**Materials provided:**
************
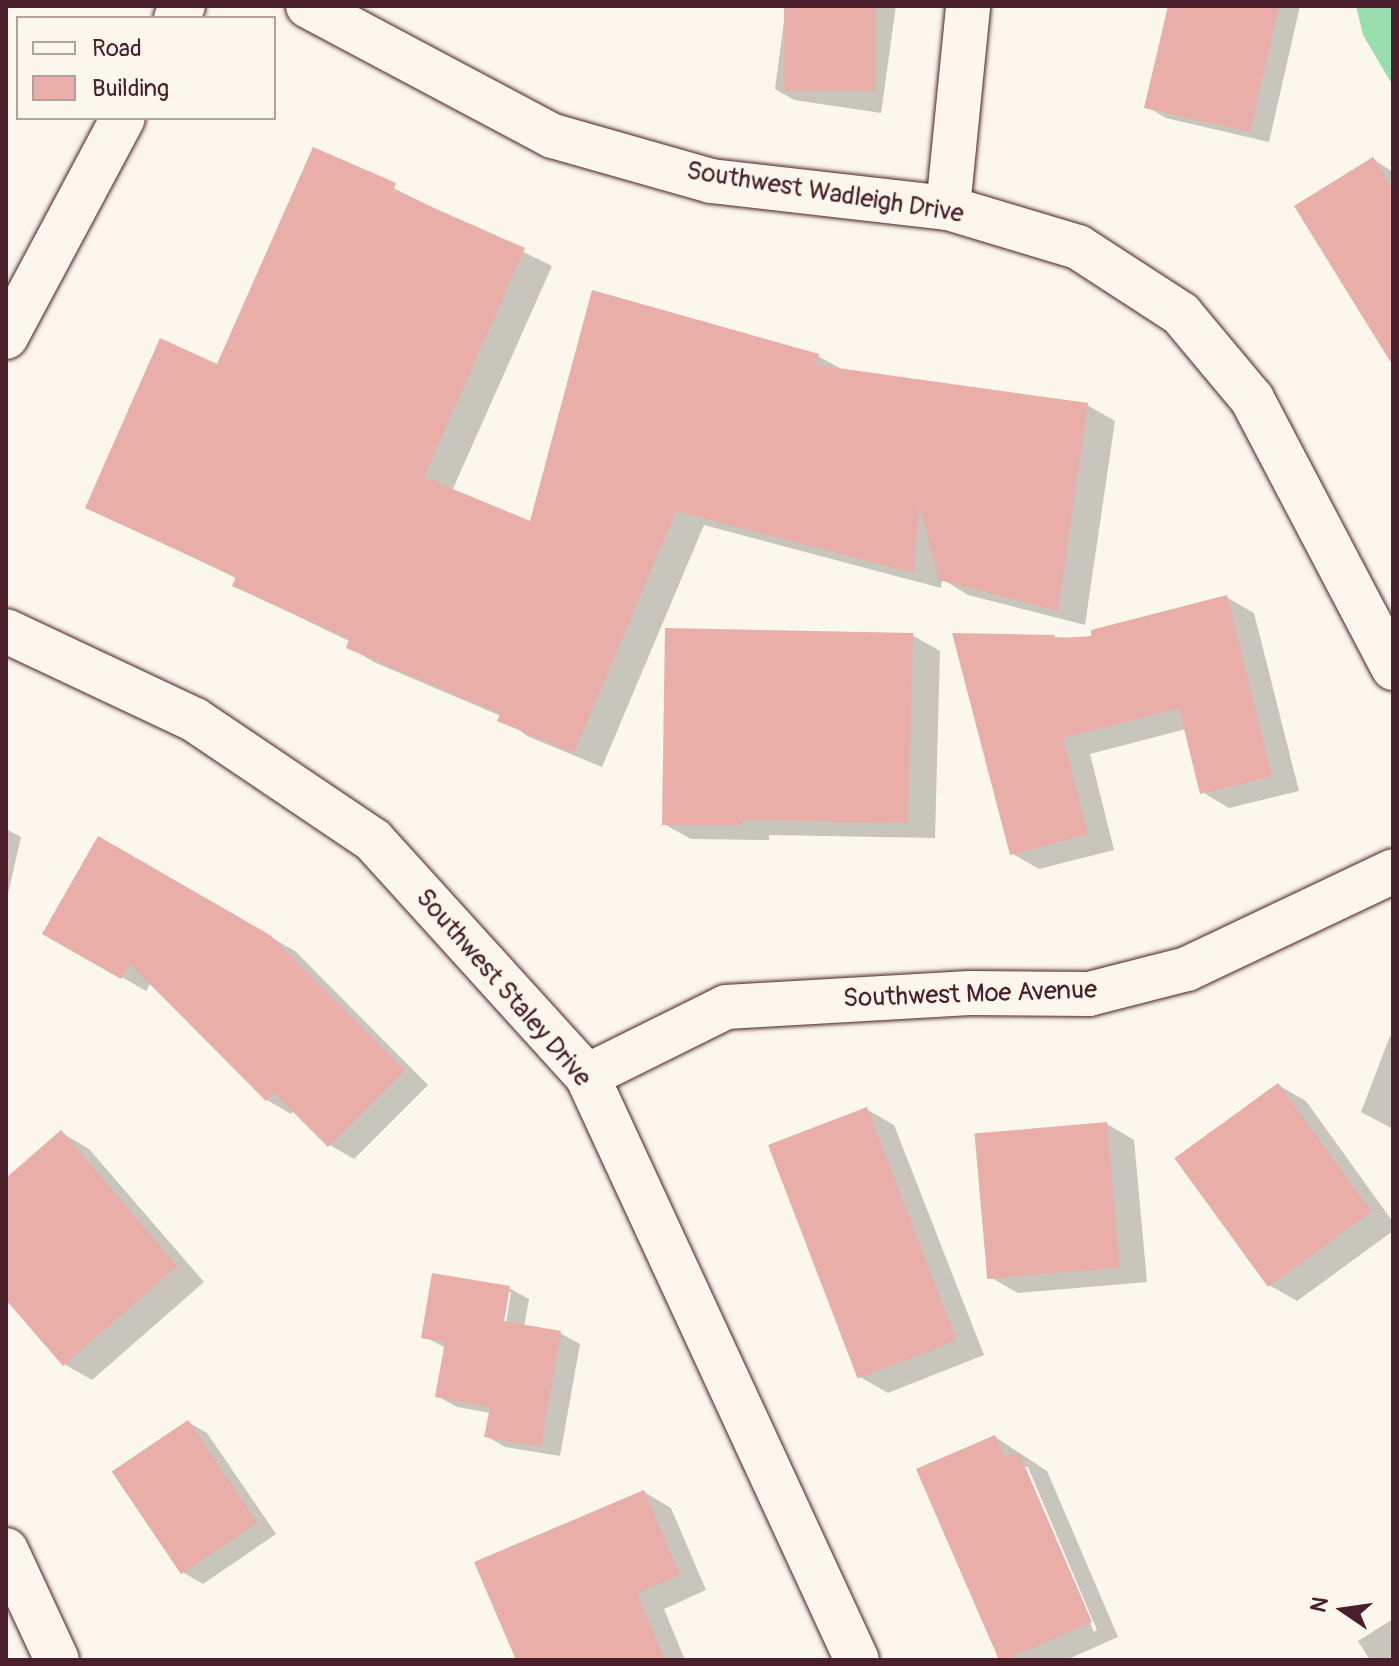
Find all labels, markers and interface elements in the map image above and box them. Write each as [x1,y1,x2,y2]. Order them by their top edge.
legend [16,16,276,120]
text: Road [92,34,142,63]
text: Building [92,74,169,103]
street label: Southwest Wadleigh Drive [684,156,966,230]
street label: Southwest Staley Drive [409,883,597,1093]
street label: Southwest Moe Avenue [843,975,1097,1015]
north arrow [1303,1570,1383,1650]
text: N [1304,1594,1335,1615]

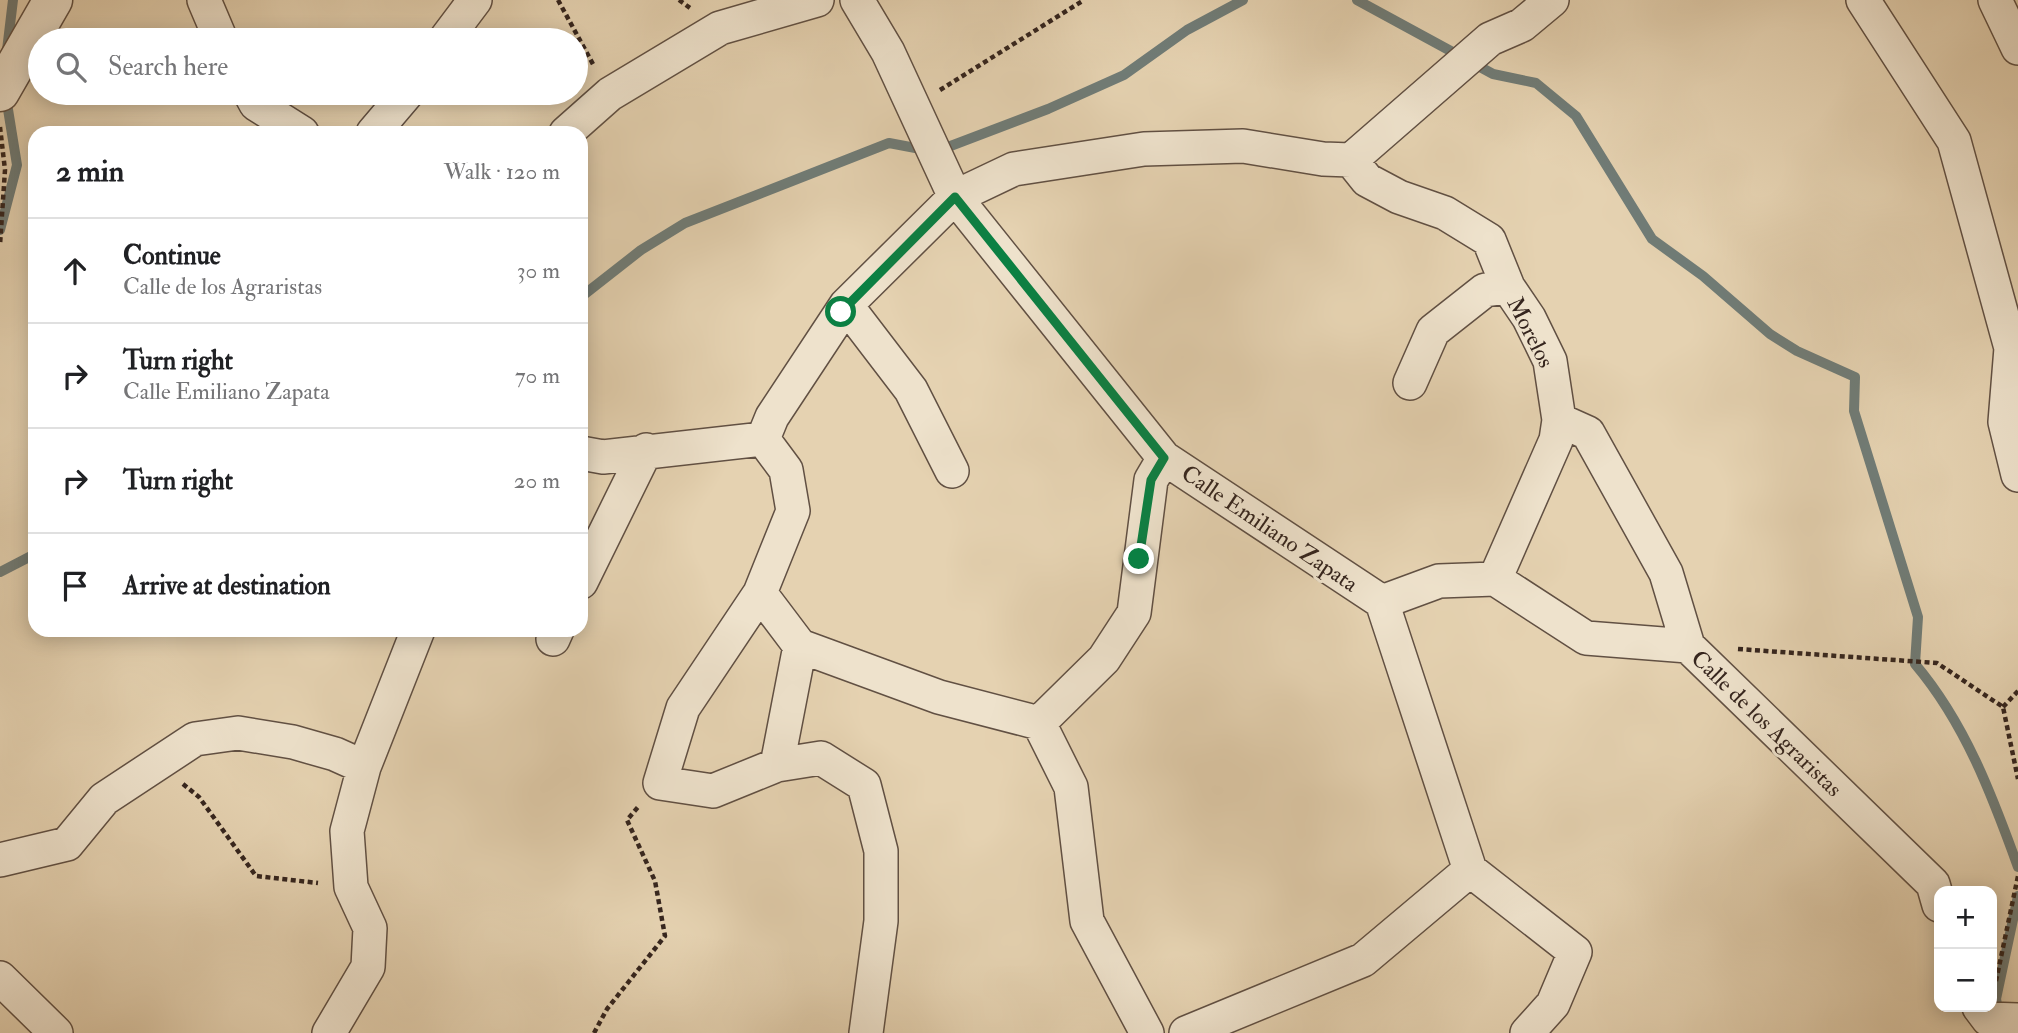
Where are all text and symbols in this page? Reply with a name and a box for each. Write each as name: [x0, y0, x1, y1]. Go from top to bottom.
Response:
search box: [28, 28, 588, 105]
icon: search: [52, 48, 90, 86]
text: Search here: [108, 51, 228, 83]
text: 2 min: [56, 153, 124, 190]
text: Walk · 120 m: [444, 157, 560, 186]
text: Continue: [123, 240, 221, 272]
icon: ahead: [56, 252, 94, 290]
text: 30 m: [517, 256, 560, 285]
text: Calle de los Agraristas: [123, 272, 322, 301]
street label: Morelos: [1500, 292, 1561, 373]
route start: [825, 296, 856, 327]
text: Turn right: [123, 345, 233, 377]
icon: right: [56, 357, 94, 395]
text: 70 m: [515, 361, 560, 390]
text: Calle Emiliano Zapata: [123, 377, 330, 406]
street label: Calle Emiliano Zapata: [1175, 459, 1364, 599]
icon: right: [56, 462, 94, 500]
text: Turn right: [123, 465, 233, 497]
text: 20 m: [514, 466, 560, 495]
route end: [1123, 543, 1154, 574]
icon: arrive: [56, 567, 94, 605]
text: Arrive at destination: [123, 570, 331, 602]
street label: Calle de los Agraristas: [1685, 644, 1848, 803]
map controls: [1934, 886, 1997, 1012]
button: +: [1934, 886, 1997, 949]
button: −: [1934, 949, 1997, 1012]

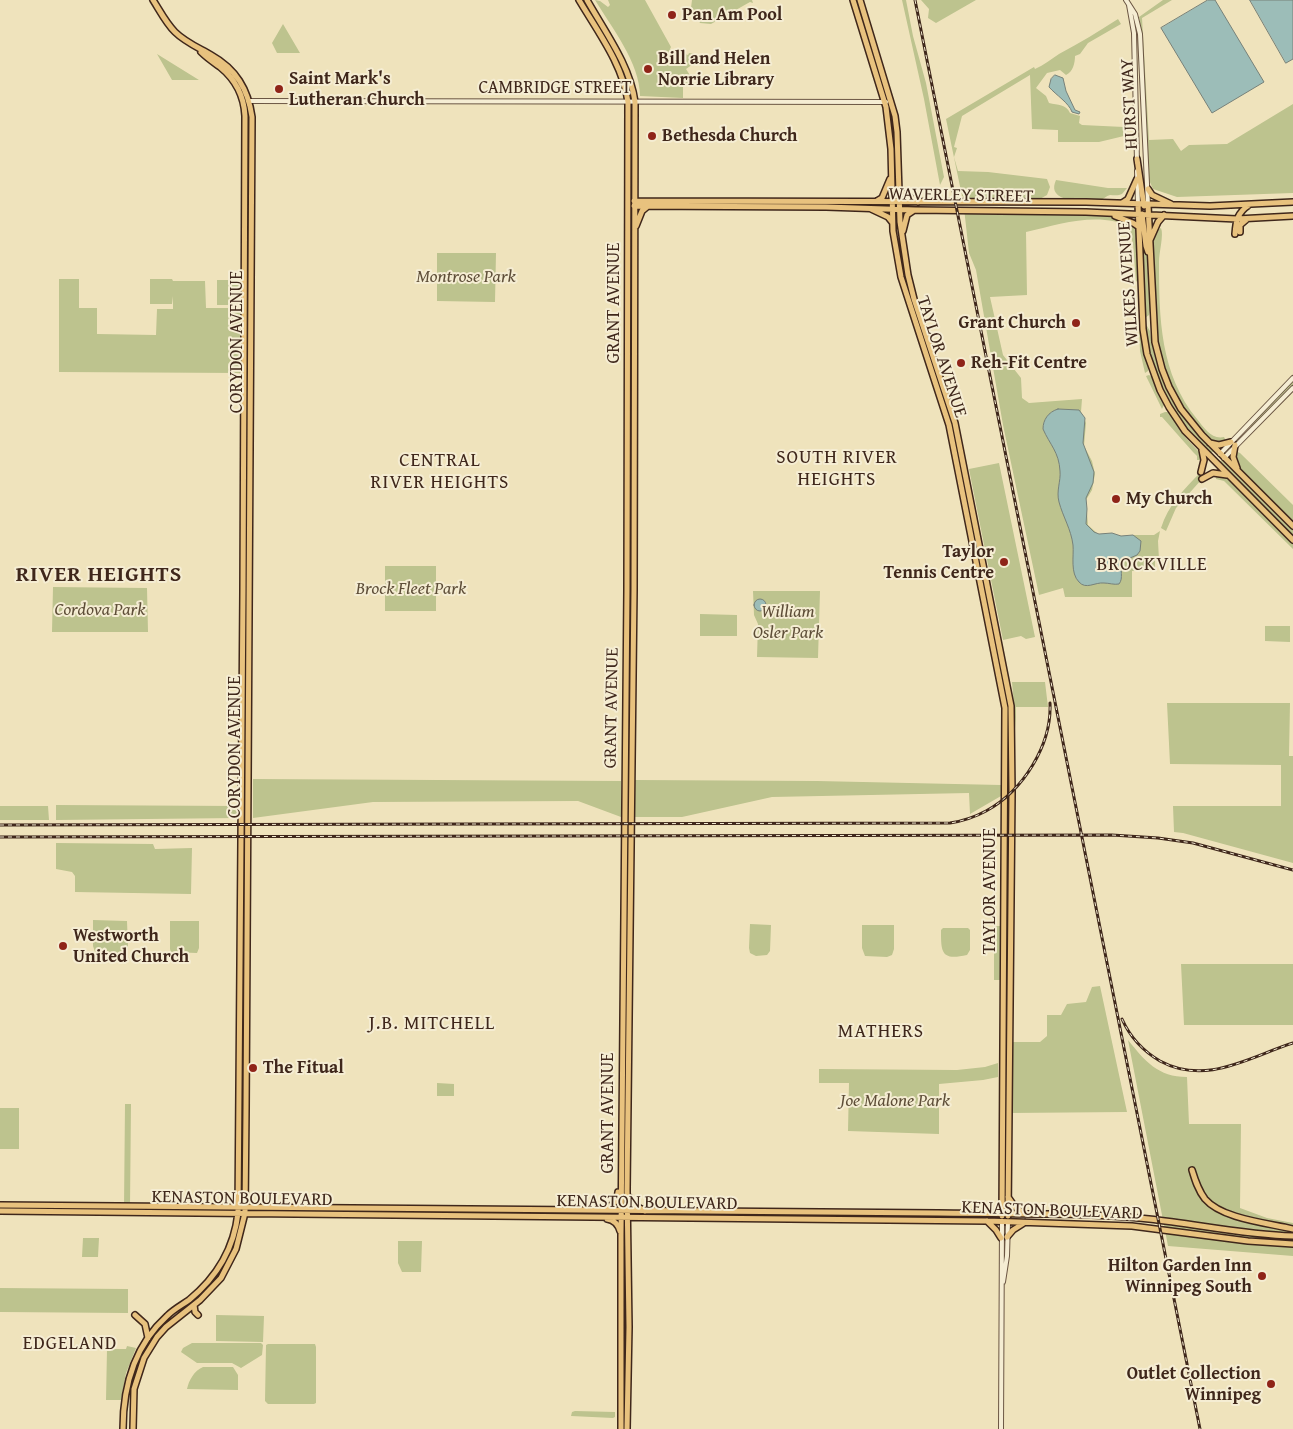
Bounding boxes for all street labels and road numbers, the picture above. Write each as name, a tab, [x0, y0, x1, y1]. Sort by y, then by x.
street label: HURST WAY	[1117, 58, 1143, 150]
street label: CAMBRIDGE STREET	[478, 77, 632, 99]
street label: WAVERLEY STREET	[888, 184, 1034, 208]
street label: WILKES AVENUE	[1114, 221, 1144, 347]
street label: GRANT AVENUE	[603, 243, 625, 363]
street label: CORYDON AVENUE	[226, 271, 248, 413]
street label: TAYLOR AVENUE	[911, 294, 971, 420]
street label: GRANT AVENUE	[600, 647, 624, 769]
street label: CORYDON AVENUE	[224, 676, 246, 818]
street label: TAYLOR AVENUE	[979, 828, 1001, 954]
street label: GRANT AVENUE	[597, 1053, 619, 1173]
street label: KENASTON BOULEVARD	[151, 1187, 333, 1211]
street label: KENASTON BOULEVARD	[556, 1191, 738, 1215]
street label: KENASTON BOULEVARD	[961, 1197, 1143, 1225]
************
**Exercise requirements:**
Without the pictures, return the whole of the data exactly as given.

**Response area:**
Find all labels, markers and interface elements in the map image above and box them. Write each as [x1,y1,x2,y2]. Order them by their top edge.
legend [16,16,276,120]
text: Road [92,34,142,63]
text: Building [92,74,169,103]
street label: Southwest Wadleigh Drive [684,156,966,230]
street label: Southwest Staley Drive [409,883,597,1093]
street label: Southwest Moe Avenue [843,975,1097,1015]
north arrow [1303,1570,1383,1650]
text: N [1304,1594,1335,1615]

Where are all text and symbols in this page? Reply with a name and a box for each. Write each as name: [x0, y0, x1, y1]. Go from top to bottom.
Response:
search box: [28, 28, 588, 105]
icon: search: [52, 48, 90, 86]
text: Search here: [108, 51, 228, 83]
text: 2 min: [56, 153, 124, 190]
text: Walk · 120 m: [444, 157, 560, 186]
text: Continue: [123, 240, 221, 272]
icon: ahead: [56, 252, 94, 290]
text: 30 m: [517, 256, 560, 285]
text: Calle de los Agraristas: [123, 272, 322, 301]
street label: Morelos: [1500, 292, 1561, 373]
route start: [825, 296, 856, 327]
text: Turn right: [123, 345, 233, 377]
icon: right: [56, 357, 94, 395]
text: 70 m: [515, 361, 560, 390]
text: Calle Emiliano Zapata: [123, 377, 330, 406]
street label: Calle Emiliano Zapata: [1175, 459, 1364, 599]
icon: right: [56, 462, 94, 500]
text: Turn right: [123, 465, 233, 497]
text: 20 m: [514, 466, 560, 495]
route end: [1123, 543, 1154, 574]
icon: arrive: [56, 567, 94, 605]
text: Arrive at destination: [123, 570, 331, 602]
street label: Calle de los Agraristas: [1685, 644, 1848, 803]
map controls: [1934, 886, 1997, 1012]
button: +: [1934, 886, 1997, 949]
button: −: [1934, 949, 1997, 1012]

Bounding boxes for all street labels and road numbers, the picture above. Write each as name, a tab, [x0, y0, x1, y1]. Sort by y, then by x.
street label: HURST WAY	[1117, 58, 1143, 150]
street label: CAMBRIDGE STREET	[478, 77, 632, 99]
street label: WAVERLEY STREET	[888, 184, 1034, 208]
street label: WILKES AVENUE	[1114, 221, 1144, 347]
street label: GRANT AVENUE	[603, 243, 625, 363]
street label: CORYDON AVENUE	[226, 271, 248, 413]
street label: TAYLOR AVENUE	[911, 294, 971, 420]
street label: GRANT AVENUE	[600, 647, 624, 769]
street label: CORYDON AVENUE	[224, 676, 246, 818]
street label: TAYLOR AVENUE	[979, 828, 1001, 954]
street label: GRANT AVENUE	[597, 1053, 619, 1173]
street label: KENASTON BOULEVARD	[151, 1187, 333, 1211]
street label: KENASTON BOULEVARD	[556, 1191, 738, 1215]
street label: KENASTON BOULEVARD	[961, 1197, 1143, 1225]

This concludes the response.